The face-saving compromise lets Merkel's fourth-term government live to see another day, after her Social Democratic coalition partners had insisted on Maassen's departure as head of the BfV intelligence service, against the wishes of Interior Minister Horst Seehofer from her Bavarian CSU sister party.
Maassen, 55, was at the centre of a heated controversy after he raised doubts about the veracity of reports of far-right hooligans and neo-Nazis randomly attacking immigrants in the eastern city of Chemnitz in late August.
In his senior new role, essentially a promotion, Maassen will not be responsible for supervising the Federal Office for the Protection of the Constitution (BfV), the party leaders stressed in their statement.
'Hatred in the streets’
The far-right attacks in Chemnitz, which caused revulsion in Germany, were triggered by the fatal stabbing of a German man over which police are holding a Syrian suspect and searching for an Iraqi man.

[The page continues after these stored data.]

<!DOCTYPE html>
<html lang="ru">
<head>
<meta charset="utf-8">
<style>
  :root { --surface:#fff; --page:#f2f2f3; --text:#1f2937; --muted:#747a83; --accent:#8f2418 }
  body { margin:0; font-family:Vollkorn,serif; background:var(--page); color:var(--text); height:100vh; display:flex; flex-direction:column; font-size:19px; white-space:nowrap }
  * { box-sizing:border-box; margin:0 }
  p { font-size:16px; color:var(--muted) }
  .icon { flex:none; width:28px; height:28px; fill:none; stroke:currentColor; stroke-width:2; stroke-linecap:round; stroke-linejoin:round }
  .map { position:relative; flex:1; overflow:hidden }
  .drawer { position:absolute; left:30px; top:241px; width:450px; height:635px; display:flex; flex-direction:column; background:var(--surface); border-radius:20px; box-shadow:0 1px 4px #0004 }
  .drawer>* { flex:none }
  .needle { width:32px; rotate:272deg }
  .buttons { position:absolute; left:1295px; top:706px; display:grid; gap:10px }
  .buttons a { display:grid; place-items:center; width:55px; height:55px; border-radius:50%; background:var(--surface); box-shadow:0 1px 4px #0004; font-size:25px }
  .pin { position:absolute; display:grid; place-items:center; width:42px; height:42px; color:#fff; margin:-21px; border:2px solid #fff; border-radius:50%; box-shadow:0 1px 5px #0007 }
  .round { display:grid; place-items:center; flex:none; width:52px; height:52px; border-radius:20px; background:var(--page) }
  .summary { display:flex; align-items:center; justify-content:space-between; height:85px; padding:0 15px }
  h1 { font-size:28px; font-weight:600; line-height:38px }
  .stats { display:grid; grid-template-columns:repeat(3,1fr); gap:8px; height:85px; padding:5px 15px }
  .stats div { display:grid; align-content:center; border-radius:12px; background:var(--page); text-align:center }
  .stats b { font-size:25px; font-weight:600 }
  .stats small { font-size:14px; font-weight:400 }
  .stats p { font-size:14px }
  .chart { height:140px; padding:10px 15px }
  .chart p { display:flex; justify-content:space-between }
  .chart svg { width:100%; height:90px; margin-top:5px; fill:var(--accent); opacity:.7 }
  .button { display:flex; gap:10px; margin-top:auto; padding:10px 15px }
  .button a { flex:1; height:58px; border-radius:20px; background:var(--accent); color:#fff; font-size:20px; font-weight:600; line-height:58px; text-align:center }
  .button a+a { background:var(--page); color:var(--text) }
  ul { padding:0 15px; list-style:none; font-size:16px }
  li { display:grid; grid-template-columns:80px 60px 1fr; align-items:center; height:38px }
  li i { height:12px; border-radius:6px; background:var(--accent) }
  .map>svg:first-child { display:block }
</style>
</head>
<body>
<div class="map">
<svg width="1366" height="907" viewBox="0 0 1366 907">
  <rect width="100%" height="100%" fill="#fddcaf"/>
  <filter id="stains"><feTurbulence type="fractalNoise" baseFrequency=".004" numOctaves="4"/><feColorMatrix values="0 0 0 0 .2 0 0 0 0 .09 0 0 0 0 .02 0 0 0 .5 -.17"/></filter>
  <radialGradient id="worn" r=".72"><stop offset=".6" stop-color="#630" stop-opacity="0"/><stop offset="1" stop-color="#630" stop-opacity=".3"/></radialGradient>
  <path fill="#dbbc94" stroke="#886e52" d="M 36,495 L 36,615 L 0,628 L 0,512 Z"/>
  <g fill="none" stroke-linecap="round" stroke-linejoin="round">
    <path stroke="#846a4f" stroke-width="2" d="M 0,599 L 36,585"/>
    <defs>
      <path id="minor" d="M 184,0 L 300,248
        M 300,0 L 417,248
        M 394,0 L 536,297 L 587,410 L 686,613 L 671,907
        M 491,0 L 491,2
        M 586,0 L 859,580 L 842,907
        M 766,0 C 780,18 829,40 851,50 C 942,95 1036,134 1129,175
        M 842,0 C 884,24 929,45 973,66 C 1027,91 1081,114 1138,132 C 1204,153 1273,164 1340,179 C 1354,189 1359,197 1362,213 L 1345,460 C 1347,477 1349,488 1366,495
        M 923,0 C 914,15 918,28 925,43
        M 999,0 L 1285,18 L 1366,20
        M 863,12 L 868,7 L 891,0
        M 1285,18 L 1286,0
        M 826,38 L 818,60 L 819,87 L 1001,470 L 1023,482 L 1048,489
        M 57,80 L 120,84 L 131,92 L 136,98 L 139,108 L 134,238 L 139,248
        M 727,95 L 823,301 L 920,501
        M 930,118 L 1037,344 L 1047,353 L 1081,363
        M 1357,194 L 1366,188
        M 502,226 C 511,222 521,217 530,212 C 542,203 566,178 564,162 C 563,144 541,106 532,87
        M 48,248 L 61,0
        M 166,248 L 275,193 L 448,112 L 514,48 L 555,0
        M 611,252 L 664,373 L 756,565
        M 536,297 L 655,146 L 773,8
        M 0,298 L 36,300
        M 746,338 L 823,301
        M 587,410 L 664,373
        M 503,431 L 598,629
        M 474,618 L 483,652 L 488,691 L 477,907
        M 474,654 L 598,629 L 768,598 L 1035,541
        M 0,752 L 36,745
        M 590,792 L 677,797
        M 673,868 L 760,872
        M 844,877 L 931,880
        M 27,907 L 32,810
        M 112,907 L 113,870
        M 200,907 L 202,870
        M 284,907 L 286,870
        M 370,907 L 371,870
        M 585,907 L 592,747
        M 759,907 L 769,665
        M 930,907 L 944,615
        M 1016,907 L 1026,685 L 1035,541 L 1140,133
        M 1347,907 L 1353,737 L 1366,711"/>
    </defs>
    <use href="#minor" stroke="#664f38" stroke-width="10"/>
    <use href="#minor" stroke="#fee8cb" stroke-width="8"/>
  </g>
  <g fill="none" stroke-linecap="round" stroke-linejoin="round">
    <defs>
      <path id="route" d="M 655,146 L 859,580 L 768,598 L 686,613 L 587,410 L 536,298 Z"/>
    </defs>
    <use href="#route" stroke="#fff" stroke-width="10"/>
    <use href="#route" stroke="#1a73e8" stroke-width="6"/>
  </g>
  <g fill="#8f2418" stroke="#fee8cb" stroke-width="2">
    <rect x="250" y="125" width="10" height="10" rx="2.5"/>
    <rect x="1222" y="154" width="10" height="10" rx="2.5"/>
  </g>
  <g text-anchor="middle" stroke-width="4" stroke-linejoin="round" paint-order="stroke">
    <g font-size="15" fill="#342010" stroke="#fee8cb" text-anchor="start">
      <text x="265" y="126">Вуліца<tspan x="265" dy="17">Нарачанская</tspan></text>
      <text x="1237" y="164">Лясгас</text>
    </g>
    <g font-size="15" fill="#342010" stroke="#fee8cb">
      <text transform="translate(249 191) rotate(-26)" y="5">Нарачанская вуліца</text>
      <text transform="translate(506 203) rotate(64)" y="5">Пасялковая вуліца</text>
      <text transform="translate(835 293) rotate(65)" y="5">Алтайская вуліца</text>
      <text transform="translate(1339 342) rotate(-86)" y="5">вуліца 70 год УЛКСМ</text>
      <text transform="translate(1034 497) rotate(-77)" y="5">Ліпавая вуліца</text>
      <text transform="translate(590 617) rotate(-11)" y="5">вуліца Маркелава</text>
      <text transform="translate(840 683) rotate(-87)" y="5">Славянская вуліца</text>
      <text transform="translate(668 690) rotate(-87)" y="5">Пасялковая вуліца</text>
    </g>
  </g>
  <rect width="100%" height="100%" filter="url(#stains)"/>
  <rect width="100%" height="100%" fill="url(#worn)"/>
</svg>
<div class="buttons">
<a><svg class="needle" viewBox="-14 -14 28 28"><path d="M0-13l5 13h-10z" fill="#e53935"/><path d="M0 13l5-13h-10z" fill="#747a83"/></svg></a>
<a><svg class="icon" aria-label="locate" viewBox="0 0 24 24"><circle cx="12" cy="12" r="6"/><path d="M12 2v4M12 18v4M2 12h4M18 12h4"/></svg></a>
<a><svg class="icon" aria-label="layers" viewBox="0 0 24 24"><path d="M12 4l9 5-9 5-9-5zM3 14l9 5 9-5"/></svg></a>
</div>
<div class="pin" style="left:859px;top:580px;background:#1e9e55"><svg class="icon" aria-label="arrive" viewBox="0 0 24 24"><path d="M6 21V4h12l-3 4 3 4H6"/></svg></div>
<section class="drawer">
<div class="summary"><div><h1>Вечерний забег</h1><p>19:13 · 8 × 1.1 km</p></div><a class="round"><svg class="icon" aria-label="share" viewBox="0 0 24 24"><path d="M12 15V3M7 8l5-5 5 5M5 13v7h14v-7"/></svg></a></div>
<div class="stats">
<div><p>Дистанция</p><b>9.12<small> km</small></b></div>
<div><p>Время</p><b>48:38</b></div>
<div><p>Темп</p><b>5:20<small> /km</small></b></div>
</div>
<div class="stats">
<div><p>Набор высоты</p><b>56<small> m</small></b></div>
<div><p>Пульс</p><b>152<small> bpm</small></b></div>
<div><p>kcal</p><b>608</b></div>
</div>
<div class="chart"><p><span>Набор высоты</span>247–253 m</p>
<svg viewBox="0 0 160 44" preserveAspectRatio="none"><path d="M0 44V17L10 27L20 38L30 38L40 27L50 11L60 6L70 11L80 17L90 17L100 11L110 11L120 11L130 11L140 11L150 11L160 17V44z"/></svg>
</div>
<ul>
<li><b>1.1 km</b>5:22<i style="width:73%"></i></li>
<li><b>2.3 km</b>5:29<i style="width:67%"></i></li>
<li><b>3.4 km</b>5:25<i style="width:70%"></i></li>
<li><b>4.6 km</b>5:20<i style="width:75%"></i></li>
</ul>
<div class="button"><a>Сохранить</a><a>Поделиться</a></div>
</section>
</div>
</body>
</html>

Days after the unrest, Maassen questioned the authenticity of amateur video footage showing street violence and voiced doubt that racists had indeed "hunted down" foreigners — comments that directly contradicted Merkel, who had deplored the xenophobic attacks and "hatred in the streets".
SPD leaders — as well as the opposition Greens, Free Democrats and Linke parties — had demanded the resignation or sacking of the spy chief for political meddling, and pointed to his repeated meetings with leaders of the anti-immigration Alternative for Germany (AfD) party.
Talked too much
For a spymaster, Maassen seemed unusually receptive to the media — while secret agents typically work in the shadows, the head of Germany's domestic intelligence agency gave more interviews than any of this predecessors.
As it turned out, it was an interview with Germany's best-selling daily Bild that cost him his job as he challenged the authenticity of at least one of the videos.
For critics, Maassen's claim played into the hands of the AfD party, which immediately seized on the spy chief's assessment to blast Merkel and mainstream media for maligning it and other like-minded protesters.
As pressure mounted on him to prove the video was a fake, Maassen denied questioning its authenticity and said his quarrel was with how the original post on Twitter had oversold it as a "hunt against people" which he thought was intended to inflame tensions.
But the uproar raised questions over Maassen's neutrality, particularly as he has made no secret of his opposition to Merkel's liberal refugee policy that has allowed in more than a million asylum seekers since 2015.